• **Directions for this task**:
Determine how many lines in the records hold "Tulpenweg", and give that number with nothing added.

*** Opening Data supplied ***

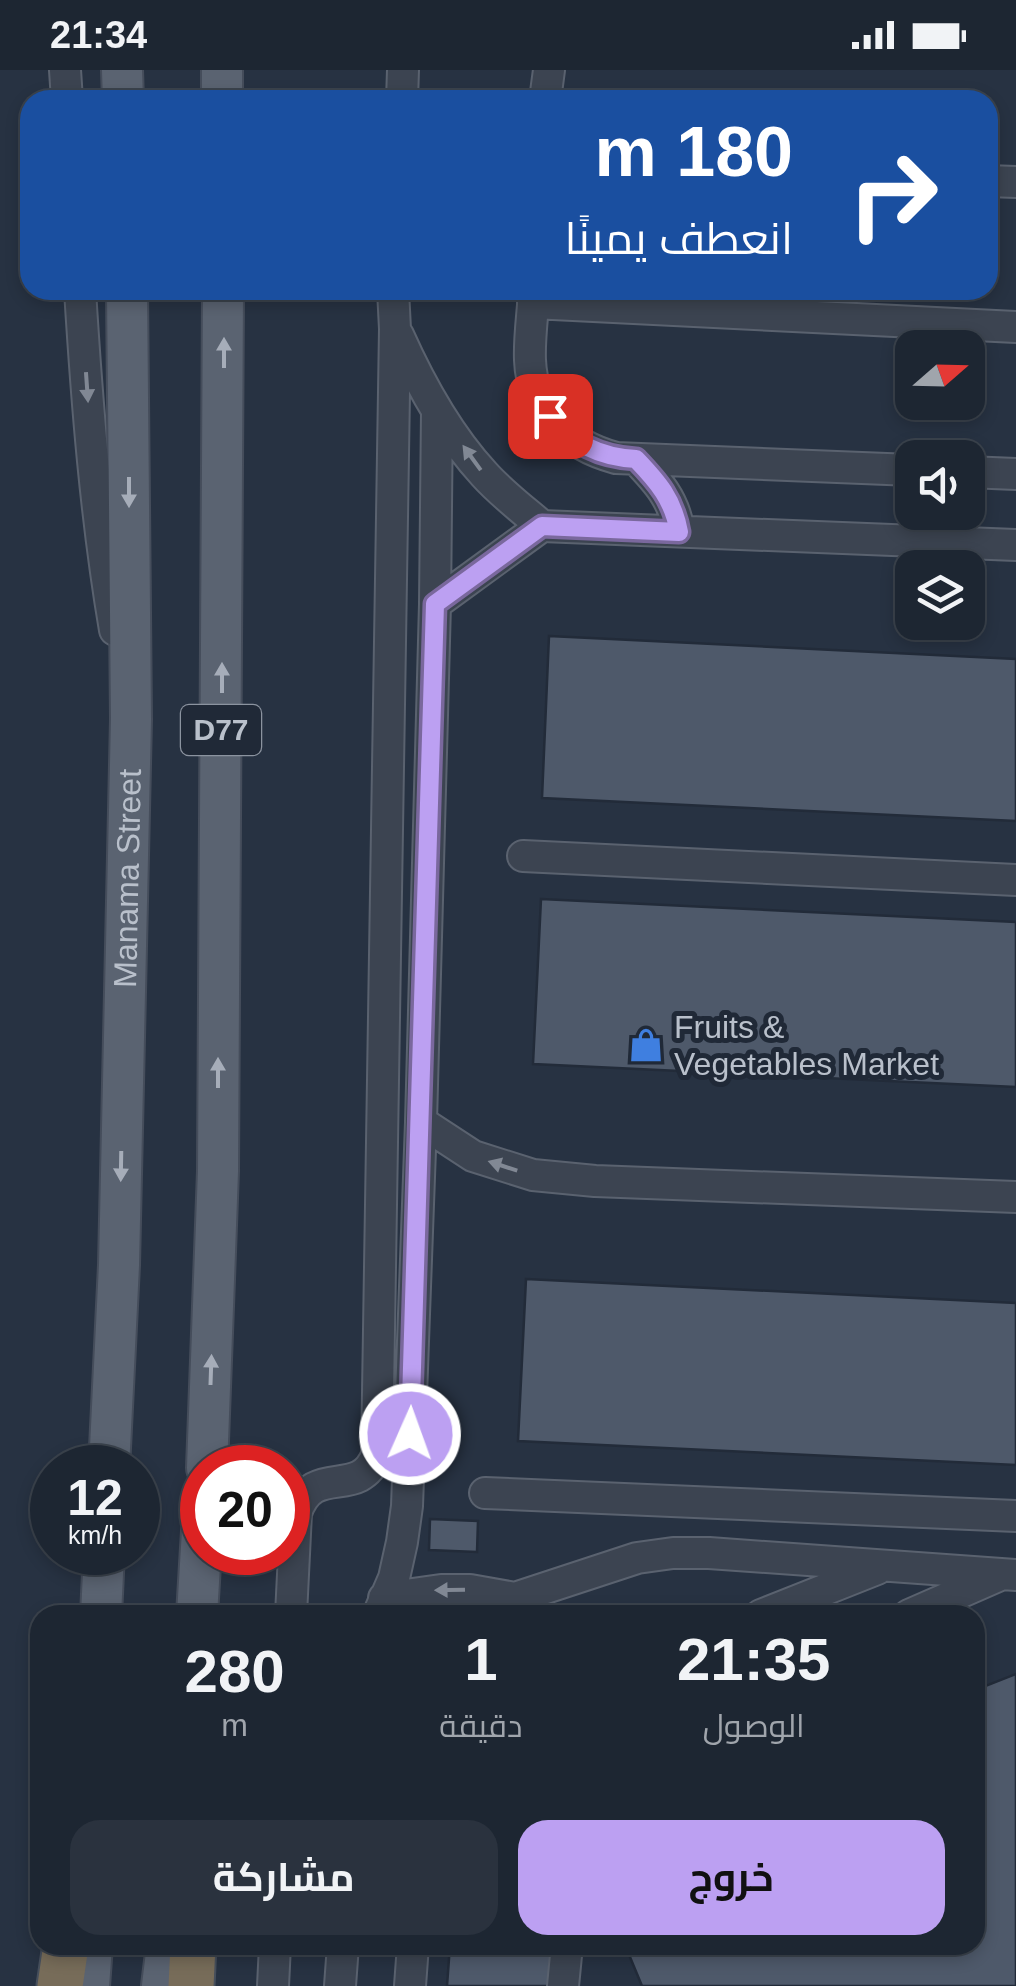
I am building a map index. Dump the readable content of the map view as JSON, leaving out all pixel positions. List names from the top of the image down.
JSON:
{
  "streets": {
    "main road": ["D77", "Manama Street"]
  },
  "places": {
    "shop": ["Fruits & Vegetables Market"]
  },
  "north": "right",
  "page": {
    "status": "21:34",
    "turn": ["180 m", "انعطف يمينًا"],
    "speed": "12 km/h",
    "limit": "20",
    "eta": [
      "21:35",
      "الوصول",
      "1",
      "دقيقة",
      "280",
      "m"
    ],
    "buttons": ["خروج", "مشاركة"]
  }
}
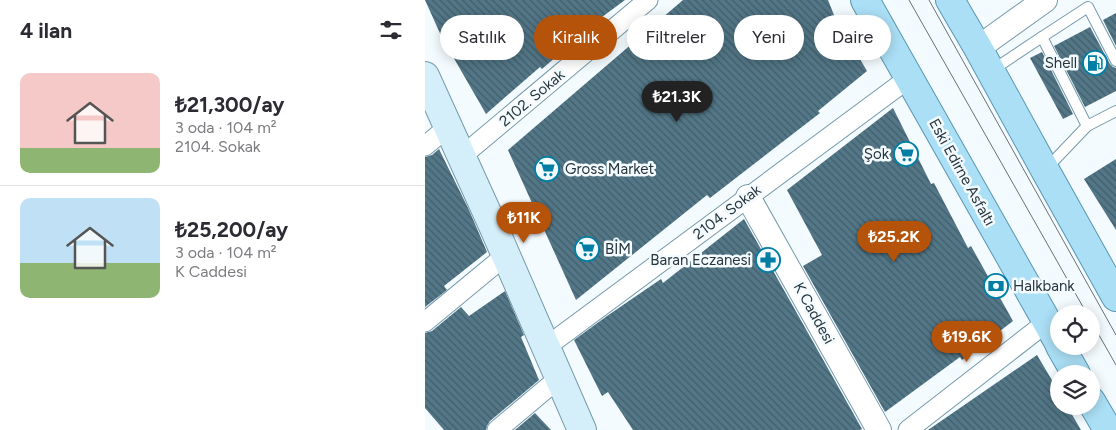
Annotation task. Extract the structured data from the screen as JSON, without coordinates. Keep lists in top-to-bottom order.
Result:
{
  "streets": {
    "main road": ["Eski Edirne Asfaltı"],
    "street": ["2102. Sokak", "2104. Sokak", "K Caddesi"]
  },
  "crossings": [
    ["Eski Edirne Asfaltı", "2104. Sokak"],
    ["2104. Sokak", "K Caddesi"]
  ],
  "places": {
    "fuel station": ["Shell"],
    "supermarket": ["Şok", "Gross Market", "BİM"],
    "pharmacy": ["Baran Eczanesi"],
    "bank": ["Halkbank"]
  },
  "page": {
    "heading": "4 ilan",
    "chip": [
      "Satılık",
      "Kiralık",
      "Filtreler",
      "Yeni",
      "Daire"
    ],
    "list": [
      {
        "name": "₺21,300/ay",
        "note": "3 oda · 104 m² · 2104. Sokak"
      },
      {
        "name": "₺25,200/ay",
        "note": "3 oda · 104 m² · K Caddesi"
      }
    ],
    "price": [
      "₺21.3K",
      "₺11K",
      "₺25.2K",
      "₺19.6K"
    ]
  }
}
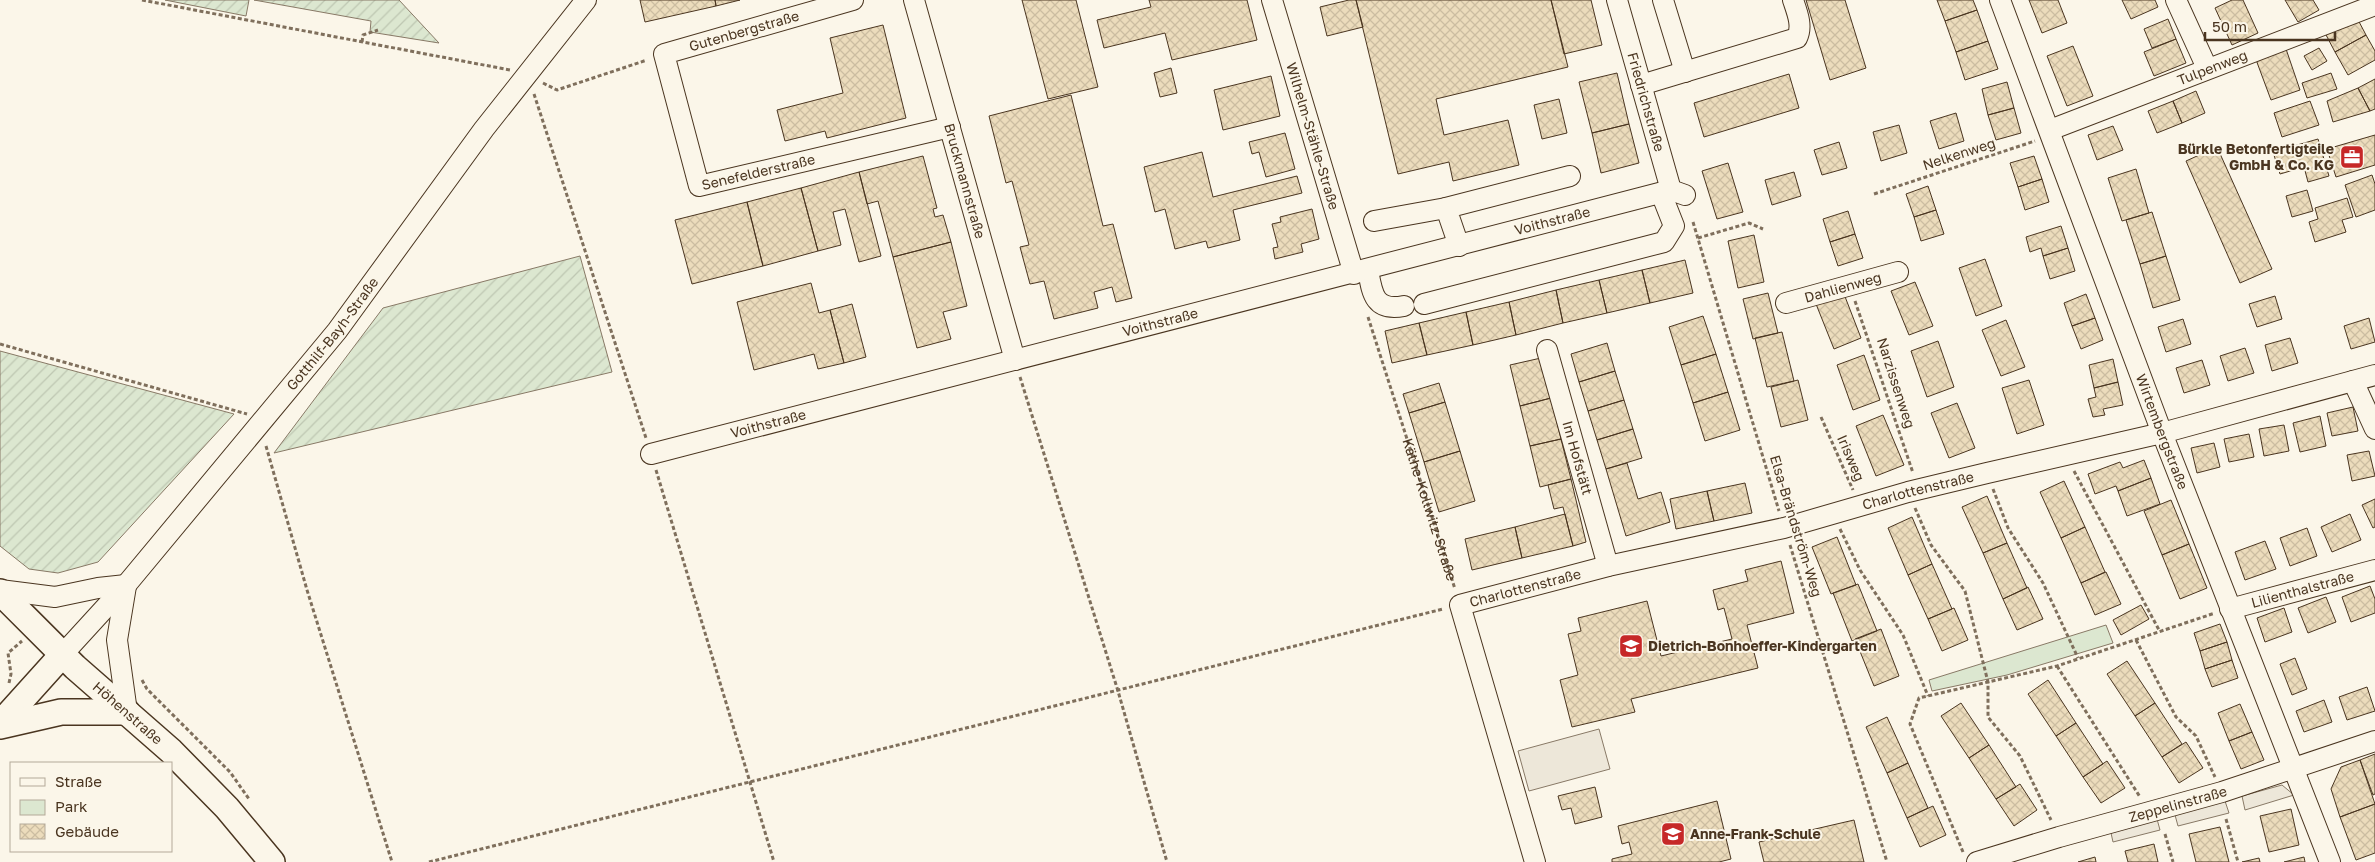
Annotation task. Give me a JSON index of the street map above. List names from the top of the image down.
{
  "streets": {
    "main road": ["Höhenstraße"],
    "street": [
      "Gutenbergstraße",
      "Tulpenweg",
      "Friedrichstraße",
      "Wilhelm-Stähle-Straße",
      "Senefelderstraße",
      "Bruckmannstraße",
      "Voithstraße",
      "Dahlienweg",
      "Gotthilf-Bayh-Straße",
      "Wirtembergstraße",
      "Im Hofstätt",
      "Charlottenstraße",
      "Lilienthalstraße",
      "Zeppelinstraße"
    ],
    "path": [
      "Nelkenweg",
      "Narzissenweg",
      "Irisweg",
      "Käthe-Kollwitz-Straße",
      "Elsa-Brändström-Weg"
    ]
  },
  "crossings": [
    ["Gutenbergstraße", "Senefelderstraße"],
    ["Tulpenweg", "Nelkenweg"],
    ["Tulpenweg", "Wirtembergstraße"],
    ["Friedrichstraße", "Voithstraße"],
    ["Friedrichstraße", "Elsa-Brändström-Weg"],
    ["Wilhelm-Stähle-Straße", "Voithstraße"],
    ["Nelkenweg", "Wirtembergstraße"],
    ["Senefelderstraße", "Bruckmannstraße"],
    ["Bruckmannstraße", "Voithstraße"],
    ["Voithstraße", "Elsa-Brändström-Weg"],
    ["Dahlienweg", "Narzissenweg"],
    ["Gotthilf-Bayh-Straße", "Höhenstraße"],
    ["Narzissenweg", "Charlottenstraße"],
    ["Narzissenweg", "Zeppelinstraße"],
    ["Wirtembergstraße", "Charlottenstraße"],
    ["Wirtembergstraße", "Lilienthalstraße"],
    ["Wirtembergstraße", "Zeppelinstraße"],
    ["Im Hofstätt", "Charlottenstraße"],
    ["Irisweg", "Charlottenstraße"],
    ["Charlottenstraße", "Käthe-Kollwitz-Straße"],
    ["Charlottenstraße", "Elsa-Brändström-Weg"]
  ],
  "places": {
    "office": ["Bürkle Betonfertigteile GmbH & Co. KG"],
    "school or university": ["Dietrich-Bonhoeffer-Kindergarten", "Anne-Frank-Schule"]
  },
  "legend": ["Straße", "Park", "Gebäude"],
  "scale_bar": "50 m"
}
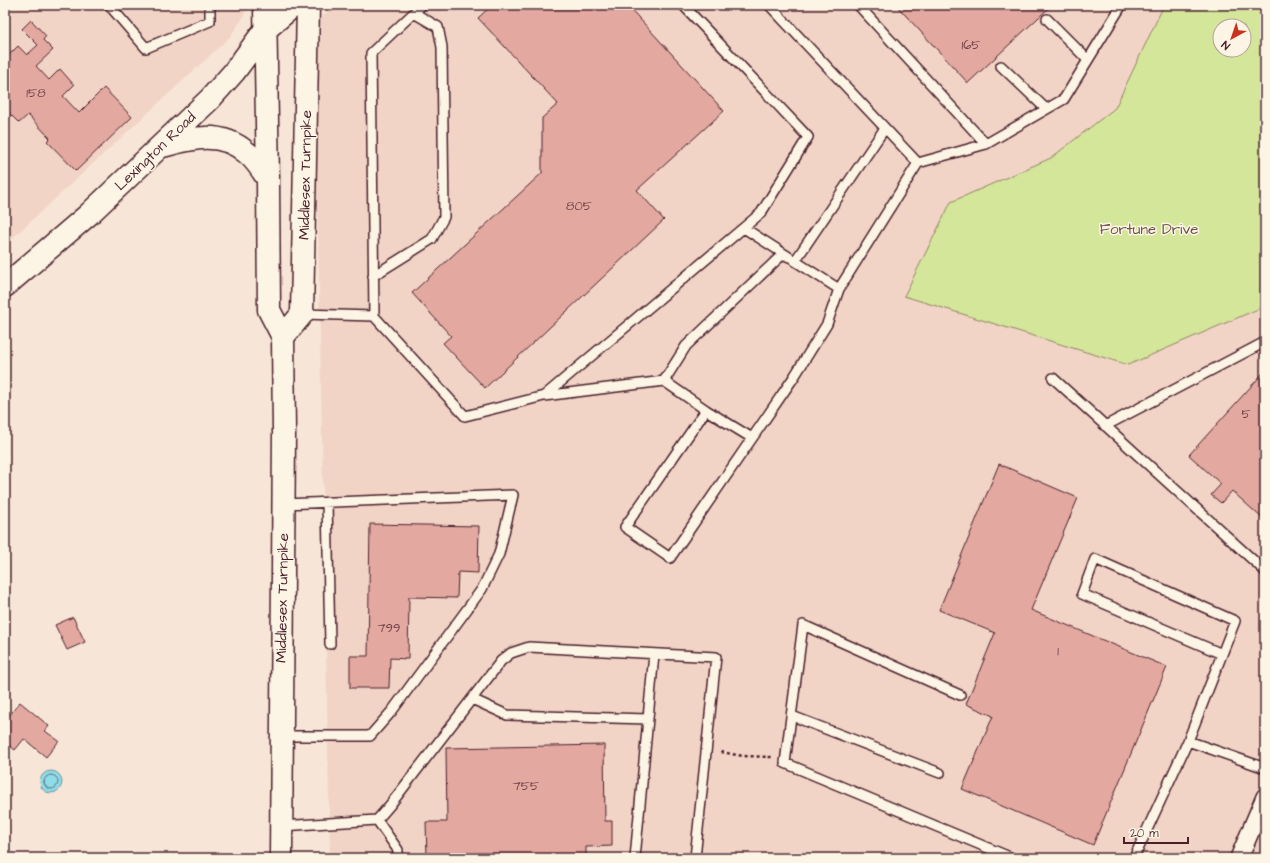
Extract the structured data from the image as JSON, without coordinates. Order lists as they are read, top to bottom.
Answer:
{
  "streets": {
    "main road": ["Lexington Road", "Middlesex Turnpike"]
  },
  "crossings": [
    ["Lexington Road", "Middlesex Turnpike"]
  ],
  "parks": ["Fortune Drive"],
  "house_numbers": [
    "165",
    "158",
    "805",
    "5",
    "799",
    "1",
    "755"
  ],
  "scale_bar": "20 m",
  "north": "bottom left"
}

*** Closing Data supplied ***

• **Exercise solution**:
3